Wednesday, February 11, 2009

Autonomy

As an eleven year-old I was shipped off – as indeed I have done with my own children – to Irish college for a period of about two weeks during the Summer holidays. In my case it was to Coolea in the West Cork Gaeltacht. Then as now Irish college was a right of passage marking a transition to adolescence and an element of free will in the choices one made. In my case it provided the location for my first heart-crushing love affair ( I wonder if she still has the fairy locket I gave her?) and my first inhaled cigarette in the toilet behind the school. I went ‘green’ with the nausea I felt at the time and two days later began to turn yellow. My parents were called and I was brought home to be installed in the guest bedroom in our house, sick, jaundiced and very sorry for myself. Old Doc Carey , the family doctor called every day to check on my progress. One day I summoned up the courage to ask him whether smoking the cigarette had caused the illness. He hesitated for a moment before replying, “Young fella I should say yes to you as a lesson learnt as to the foolish choice you made in dragging on the fag. But I won’t. No, ladeen, you got infectious hepatitis from one of the other lads, I expect. Or the water.” 
That honesty of response, that recognition by a 60 year-old man of the autonomy of an eleven year-old boy to make choices, even if they were wrong, stayed with me forever and I have tried to be faithful to that moment in my own practice over the years.
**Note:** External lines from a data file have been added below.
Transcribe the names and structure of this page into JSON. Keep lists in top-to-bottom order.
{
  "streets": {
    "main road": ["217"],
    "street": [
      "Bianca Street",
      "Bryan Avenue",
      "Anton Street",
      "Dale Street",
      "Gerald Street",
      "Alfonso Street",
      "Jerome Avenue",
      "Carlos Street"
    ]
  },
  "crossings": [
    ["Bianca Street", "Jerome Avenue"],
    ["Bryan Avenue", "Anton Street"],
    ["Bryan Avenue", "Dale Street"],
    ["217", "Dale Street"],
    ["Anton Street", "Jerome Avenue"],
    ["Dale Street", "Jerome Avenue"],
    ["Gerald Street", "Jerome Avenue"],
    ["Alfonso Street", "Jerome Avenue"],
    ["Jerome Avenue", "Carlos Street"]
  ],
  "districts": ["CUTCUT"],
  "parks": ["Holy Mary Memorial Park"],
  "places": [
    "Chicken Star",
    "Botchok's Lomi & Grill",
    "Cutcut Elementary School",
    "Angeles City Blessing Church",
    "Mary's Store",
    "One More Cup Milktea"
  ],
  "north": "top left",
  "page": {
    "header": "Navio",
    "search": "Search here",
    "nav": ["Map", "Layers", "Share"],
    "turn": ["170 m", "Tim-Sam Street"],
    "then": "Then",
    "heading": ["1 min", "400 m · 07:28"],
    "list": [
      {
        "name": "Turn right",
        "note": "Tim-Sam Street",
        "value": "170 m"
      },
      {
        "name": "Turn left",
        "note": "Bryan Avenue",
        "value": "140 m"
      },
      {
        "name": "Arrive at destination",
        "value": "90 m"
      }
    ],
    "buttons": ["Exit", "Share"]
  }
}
Autonomy derives from the Greek autonomia (autos self + nomos Law) but in modern usage has a number of applications. Catriona MacKenzie and Natalie Stoljar in Relational Autonomy: Feminist Perspectives on Autonomy, Agency, and the Social Self (OUP, 2000, 4-5) explain:

"In bioethics autonomy is often equated with informed consent. In rational choice theory, autonomy is equated with voluntary, rational choice. In other contexts, for example, within liberal political theory, autonomy is considered to be an individual right. For liberals of a libertarian persuasion, the right to autonomy is construed as a negative liberty, a right of the individual to freedom from undue interference in the exercise of choice (moral, political, personal, and religious) and in the satisfaction of individual preferences. For Rawlsian liberals, autonomy is understood in Kantian terms as a capacity for rational self-legislation, and is considered to be the defining feature of persons."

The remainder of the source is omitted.